使用主时钟频率为96 MHz的MAX32660 MCU时,结果如何?在本例中,我们使用了带有中断处理程序优化的中断数据事务。通过此中断设置,无需 DMA 功能即可实现 256 kHz 输出数据速率。参见图 10。
With the selected ADC (AD7768-1) and MCU (ADuCM4050 or MAX32660), we can realize a high speed data transaction through SPI. To achieve the goal of speed optimization, we conduct the data transaction according to the ADI SPI driver but deduct the redundant commands. Also, the activation of the DMA controller frees the core and speeds up the continuous data transaction. With DMA ping-pong mode, DMA configuration time is saved with a proper schedule. On top of acceleration through DMA, the interrupt handler can also be optimized by direct specification of the interrupted pin. The best performance reaches a 128 kSPS ADC ODR at the 13 MHz SPI bit rate.
使用所选的ADC(AD7768-1)和MCU(ADuCM4050或MAX32660),我们可以通过SPI实现高速数据传输。为了达到速度优化的目标,我们根据ADI SPI驱动程序进行数据传输,但扣除了冗余命令。此外,DMA 控制器的激活可以释放内核并加速连续数据传输。使用 DMA 乒乓模式,可以通过适当的计划节省 DMA 配置时间。除了通过 DMA 加速之外,还可以通过直接指定中断引脚来优化中断处理程序。最佳性能在 13 MHz SPI 比特率下达到 128 kSPS ADC ODR。
Throughout the writing of this dissertation, we have received a great deal of support and assistance.
在本论文的写作过程中,我们得到了很多支持和帮助。
We would like to thank Charles Lee, whose expertise was invaluable in hardware experience, software support, and even debugging tips.

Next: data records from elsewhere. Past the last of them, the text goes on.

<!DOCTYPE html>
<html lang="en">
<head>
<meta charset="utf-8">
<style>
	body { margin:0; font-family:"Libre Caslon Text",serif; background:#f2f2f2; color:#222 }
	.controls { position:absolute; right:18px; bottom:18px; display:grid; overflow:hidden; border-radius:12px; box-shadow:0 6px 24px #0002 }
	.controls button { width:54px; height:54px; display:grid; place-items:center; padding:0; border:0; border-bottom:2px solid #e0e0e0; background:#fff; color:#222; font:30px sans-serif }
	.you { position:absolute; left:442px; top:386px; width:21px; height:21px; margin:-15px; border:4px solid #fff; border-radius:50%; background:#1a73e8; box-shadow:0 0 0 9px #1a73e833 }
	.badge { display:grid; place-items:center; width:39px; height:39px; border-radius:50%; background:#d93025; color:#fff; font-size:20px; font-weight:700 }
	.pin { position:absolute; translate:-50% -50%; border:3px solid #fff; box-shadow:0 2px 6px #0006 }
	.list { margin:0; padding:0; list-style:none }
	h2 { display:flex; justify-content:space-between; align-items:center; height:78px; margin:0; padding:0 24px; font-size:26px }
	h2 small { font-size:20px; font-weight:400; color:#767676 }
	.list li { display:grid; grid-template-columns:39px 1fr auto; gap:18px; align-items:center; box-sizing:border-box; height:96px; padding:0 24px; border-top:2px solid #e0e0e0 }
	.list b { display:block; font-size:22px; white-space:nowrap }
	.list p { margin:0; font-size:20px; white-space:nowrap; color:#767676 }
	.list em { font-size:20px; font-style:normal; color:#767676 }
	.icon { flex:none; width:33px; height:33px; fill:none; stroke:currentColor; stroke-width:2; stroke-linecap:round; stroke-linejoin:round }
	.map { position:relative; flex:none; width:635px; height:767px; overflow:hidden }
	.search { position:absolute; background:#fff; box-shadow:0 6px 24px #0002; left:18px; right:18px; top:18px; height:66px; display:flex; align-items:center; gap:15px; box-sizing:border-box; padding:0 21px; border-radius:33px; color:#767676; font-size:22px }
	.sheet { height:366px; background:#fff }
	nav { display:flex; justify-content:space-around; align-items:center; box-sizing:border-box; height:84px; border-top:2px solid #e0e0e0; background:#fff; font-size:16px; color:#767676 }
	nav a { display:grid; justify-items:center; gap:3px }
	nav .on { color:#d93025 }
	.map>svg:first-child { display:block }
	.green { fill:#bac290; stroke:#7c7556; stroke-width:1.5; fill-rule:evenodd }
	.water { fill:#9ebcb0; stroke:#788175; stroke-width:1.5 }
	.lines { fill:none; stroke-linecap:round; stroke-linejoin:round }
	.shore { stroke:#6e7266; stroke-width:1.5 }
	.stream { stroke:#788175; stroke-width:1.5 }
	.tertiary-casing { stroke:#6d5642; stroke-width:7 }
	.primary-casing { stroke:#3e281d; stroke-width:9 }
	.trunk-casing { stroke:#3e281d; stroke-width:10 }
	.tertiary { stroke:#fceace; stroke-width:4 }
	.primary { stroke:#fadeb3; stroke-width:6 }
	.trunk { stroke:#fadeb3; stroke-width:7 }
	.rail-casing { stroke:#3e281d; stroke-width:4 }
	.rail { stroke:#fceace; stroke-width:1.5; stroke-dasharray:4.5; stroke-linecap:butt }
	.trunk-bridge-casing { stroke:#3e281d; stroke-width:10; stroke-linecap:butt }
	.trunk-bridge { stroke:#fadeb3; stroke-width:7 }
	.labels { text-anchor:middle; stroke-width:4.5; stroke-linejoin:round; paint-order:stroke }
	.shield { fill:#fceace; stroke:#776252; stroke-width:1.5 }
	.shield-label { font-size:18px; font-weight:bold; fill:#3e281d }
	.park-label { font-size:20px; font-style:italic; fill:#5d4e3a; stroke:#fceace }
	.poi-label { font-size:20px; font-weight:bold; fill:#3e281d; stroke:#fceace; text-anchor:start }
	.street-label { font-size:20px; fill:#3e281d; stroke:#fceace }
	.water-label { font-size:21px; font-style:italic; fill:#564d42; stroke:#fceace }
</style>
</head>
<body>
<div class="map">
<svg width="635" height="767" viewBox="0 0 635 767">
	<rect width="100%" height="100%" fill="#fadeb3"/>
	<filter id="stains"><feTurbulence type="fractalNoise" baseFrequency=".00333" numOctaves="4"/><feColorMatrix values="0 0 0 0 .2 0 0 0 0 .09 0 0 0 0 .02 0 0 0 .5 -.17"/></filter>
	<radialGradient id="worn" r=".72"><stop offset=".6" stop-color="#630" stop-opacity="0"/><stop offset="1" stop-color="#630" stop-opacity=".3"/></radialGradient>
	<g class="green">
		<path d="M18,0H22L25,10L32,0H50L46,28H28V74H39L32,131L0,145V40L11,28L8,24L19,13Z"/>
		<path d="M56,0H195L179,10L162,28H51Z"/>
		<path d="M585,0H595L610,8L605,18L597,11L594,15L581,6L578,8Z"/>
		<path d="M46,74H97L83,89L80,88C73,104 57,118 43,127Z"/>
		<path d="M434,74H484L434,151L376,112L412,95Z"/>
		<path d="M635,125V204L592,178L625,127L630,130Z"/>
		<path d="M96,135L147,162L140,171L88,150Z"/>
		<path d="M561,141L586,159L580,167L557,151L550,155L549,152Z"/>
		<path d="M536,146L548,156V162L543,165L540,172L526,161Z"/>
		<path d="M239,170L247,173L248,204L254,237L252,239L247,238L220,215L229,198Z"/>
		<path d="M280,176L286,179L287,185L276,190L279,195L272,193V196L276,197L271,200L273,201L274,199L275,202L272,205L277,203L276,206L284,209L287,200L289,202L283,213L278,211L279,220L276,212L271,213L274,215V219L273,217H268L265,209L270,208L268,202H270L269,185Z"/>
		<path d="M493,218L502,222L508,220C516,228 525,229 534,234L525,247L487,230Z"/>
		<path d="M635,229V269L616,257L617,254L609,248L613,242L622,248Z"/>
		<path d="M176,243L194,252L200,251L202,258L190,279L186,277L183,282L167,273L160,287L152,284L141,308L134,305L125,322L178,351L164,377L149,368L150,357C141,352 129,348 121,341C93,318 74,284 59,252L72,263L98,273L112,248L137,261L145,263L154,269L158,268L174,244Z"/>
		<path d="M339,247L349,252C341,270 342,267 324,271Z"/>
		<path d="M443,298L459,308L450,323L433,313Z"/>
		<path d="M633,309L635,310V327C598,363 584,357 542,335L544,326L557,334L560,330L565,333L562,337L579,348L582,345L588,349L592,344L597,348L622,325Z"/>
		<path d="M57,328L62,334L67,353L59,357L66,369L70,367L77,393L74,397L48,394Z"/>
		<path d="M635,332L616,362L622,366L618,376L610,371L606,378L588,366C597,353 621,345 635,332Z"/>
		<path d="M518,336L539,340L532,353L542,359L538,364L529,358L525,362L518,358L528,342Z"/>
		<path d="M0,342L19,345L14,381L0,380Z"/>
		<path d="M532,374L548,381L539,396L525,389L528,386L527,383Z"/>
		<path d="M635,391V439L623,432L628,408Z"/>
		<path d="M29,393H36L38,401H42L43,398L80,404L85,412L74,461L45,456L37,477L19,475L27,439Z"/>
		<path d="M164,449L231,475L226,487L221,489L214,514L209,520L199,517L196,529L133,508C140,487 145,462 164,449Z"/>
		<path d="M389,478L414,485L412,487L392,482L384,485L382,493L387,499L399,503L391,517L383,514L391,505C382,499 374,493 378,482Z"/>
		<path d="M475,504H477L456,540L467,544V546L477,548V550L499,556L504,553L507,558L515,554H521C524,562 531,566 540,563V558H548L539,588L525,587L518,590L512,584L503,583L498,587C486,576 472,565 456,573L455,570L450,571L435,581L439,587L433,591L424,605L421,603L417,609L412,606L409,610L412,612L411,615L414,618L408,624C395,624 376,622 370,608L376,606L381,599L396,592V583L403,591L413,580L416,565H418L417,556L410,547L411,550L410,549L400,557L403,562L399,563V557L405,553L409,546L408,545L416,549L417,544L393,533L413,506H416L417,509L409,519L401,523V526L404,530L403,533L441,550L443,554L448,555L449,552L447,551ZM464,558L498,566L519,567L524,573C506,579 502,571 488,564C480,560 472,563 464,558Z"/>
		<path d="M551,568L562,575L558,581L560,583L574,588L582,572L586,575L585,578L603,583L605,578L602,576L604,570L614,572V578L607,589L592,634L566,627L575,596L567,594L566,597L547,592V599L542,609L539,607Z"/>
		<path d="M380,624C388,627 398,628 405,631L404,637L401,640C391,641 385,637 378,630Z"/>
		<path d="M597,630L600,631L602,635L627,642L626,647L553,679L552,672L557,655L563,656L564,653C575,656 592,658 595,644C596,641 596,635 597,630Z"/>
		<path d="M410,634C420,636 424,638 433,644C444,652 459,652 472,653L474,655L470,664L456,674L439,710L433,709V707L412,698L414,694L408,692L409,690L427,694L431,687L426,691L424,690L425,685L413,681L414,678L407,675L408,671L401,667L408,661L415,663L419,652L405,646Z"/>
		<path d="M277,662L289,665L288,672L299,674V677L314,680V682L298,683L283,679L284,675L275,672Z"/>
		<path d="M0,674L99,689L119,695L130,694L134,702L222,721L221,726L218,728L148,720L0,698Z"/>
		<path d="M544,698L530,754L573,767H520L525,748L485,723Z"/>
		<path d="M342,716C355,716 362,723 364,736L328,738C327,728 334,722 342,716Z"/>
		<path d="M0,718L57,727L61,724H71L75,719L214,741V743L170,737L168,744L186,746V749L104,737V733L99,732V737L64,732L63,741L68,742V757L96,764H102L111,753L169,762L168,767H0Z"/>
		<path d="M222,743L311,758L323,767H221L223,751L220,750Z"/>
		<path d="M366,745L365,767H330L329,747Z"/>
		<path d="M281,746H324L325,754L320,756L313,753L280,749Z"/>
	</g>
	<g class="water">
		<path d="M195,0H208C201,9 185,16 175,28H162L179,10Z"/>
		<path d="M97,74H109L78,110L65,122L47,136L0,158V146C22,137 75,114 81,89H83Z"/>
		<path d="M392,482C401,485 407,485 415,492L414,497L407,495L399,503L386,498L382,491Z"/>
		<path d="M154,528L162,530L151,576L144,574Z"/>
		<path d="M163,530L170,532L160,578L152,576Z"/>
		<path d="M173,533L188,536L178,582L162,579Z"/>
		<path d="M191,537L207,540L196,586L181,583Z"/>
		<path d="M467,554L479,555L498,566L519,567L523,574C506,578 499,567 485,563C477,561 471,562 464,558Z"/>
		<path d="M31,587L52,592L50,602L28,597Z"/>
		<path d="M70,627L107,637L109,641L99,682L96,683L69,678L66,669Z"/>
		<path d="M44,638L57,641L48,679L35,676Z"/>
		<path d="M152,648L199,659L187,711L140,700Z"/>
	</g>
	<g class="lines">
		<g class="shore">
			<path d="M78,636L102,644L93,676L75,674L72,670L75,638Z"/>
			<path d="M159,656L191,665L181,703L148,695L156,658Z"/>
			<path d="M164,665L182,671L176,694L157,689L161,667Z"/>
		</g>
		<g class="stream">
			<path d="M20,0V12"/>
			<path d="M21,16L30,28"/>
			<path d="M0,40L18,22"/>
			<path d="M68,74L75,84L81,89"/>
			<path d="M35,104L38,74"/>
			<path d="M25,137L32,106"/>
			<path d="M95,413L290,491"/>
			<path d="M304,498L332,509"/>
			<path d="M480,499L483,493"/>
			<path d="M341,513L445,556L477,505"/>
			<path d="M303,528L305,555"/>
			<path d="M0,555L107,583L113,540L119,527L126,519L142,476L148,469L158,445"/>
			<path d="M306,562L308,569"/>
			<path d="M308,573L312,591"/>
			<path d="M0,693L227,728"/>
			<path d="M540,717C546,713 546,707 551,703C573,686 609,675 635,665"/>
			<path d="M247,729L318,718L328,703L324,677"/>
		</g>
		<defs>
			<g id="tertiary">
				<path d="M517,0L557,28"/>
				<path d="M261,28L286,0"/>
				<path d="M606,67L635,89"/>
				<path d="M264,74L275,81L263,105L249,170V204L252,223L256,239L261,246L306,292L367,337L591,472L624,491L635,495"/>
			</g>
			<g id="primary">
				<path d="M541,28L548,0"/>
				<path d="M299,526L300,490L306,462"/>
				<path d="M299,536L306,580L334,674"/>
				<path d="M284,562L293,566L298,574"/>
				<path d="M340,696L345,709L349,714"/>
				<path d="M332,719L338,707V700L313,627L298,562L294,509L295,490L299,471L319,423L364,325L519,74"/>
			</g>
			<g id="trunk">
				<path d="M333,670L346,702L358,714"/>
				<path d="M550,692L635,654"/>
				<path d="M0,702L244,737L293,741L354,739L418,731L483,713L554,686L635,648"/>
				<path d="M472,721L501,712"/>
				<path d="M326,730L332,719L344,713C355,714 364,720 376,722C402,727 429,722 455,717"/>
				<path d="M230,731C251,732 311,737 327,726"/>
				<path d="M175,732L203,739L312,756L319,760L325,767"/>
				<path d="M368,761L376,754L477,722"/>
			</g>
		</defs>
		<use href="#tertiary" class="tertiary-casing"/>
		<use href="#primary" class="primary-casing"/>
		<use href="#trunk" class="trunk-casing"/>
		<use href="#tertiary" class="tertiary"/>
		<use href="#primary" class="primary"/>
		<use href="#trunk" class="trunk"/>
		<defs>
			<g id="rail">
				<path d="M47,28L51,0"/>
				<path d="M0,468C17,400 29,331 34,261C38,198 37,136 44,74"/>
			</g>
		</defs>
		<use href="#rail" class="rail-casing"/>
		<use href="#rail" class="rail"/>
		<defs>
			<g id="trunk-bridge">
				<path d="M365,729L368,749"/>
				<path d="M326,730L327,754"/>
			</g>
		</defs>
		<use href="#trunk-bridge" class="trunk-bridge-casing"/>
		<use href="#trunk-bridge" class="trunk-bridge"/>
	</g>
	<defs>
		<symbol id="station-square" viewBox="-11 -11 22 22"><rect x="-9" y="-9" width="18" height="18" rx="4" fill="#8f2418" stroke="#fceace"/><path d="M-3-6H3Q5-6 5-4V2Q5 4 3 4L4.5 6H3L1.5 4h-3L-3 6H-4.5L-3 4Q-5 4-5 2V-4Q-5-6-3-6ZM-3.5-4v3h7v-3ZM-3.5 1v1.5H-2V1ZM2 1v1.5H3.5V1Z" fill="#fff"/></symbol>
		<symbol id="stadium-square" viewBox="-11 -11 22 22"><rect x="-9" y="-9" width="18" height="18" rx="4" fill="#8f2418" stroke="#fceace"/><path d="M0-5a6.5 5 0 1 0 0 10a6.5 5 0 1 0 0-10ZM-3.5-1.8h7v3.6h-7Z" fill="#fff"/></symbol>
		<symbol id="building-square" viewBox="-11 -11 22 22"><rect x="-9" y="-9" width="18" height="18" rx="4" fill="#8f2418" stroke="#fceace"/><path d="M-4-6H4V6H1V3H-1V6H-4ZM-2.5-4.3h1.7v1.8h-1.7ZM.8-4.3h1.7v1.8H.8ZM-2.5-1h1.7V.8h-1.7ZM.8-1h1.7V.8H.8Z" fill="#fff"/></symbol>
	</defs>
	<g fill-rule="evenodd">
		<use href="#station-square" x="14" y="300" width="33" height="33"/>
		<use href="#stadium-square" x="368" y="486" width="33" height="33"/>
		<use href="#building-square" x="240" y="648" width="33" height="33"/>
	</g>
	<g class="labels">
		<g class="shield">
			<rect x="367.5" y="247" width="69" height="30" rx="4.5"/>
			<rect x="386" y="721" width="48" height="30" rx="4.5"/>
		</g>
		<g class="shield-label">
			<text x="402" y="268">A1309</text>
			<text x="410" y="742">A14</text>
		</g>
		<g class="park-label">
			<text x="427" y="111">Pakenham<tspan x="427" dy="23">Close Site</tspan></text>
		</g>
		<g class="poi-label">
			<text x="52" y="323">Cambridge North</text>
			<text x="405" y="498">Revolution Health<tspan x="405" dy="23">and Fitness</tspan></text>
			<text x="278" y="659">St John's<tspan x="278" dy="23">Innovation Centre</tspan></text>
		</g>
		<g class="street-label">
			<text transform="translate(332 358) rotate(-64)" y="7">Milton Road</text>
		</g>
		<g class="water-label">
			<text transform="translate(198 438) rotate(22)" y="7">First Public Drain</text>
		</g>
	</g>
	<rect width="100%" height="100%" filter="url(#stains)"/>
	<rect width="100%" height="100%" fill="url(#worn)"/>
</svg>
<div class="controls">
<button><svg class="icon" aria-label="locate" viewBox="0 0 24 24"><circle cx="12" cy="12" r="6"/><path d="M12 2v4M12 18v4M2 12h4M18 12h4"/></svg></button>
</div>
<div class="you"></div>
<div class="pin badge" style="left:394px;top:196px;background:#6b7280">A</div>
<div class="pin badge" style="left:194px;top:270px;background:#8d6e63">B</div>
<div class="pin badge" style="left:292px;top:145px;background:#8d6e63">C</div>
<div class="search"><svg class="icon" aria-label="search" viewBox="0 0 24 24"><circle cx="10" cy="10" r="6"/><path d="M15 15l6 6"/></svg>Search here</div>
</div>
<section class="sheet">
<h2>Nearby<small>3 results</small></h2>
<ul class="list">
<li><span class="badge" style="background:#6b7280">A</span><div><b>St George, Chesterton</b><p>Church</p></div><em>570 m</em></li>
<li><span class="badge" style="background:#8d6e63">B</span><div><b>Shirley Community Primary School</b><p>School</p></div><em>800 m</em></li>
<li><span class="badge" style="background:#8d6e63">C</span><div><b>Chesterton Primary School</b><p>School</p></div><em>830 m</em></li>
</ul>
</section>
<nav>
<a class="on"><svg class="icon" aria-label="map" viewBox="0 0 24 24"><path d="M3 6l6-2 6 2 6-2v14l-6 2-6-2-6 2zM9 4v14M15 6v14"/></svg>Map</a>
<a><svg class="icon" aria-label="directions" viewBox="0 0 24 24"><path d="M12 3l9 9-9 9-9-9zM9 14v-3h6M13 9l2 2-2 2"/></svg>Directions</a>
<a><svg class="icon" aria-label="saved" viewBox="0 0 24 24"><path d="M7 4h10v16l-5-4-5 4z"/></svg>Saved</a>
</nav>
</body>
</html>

我们要感谢 Charles Lee,他的专业知识在硬件经验、软件支持甚至调试技巧方面都是非常宝贵的。
We would also like to thank our mentor, William Chen, for his guidance in technical support.
我们还要感谢我们的导师 William Chen 在技术支持方面的指导。
Finally, we want to thank Frank Chang, who shared with us much of the technical experience from his career.
最后,我们要感谢 Frank Chang,他与我们分享了他职业生涯中的许多技术经验。
Note: All images and charts are courtesy of Analog Devices.
注:所有图像和图表均由 Analog Devices 提供。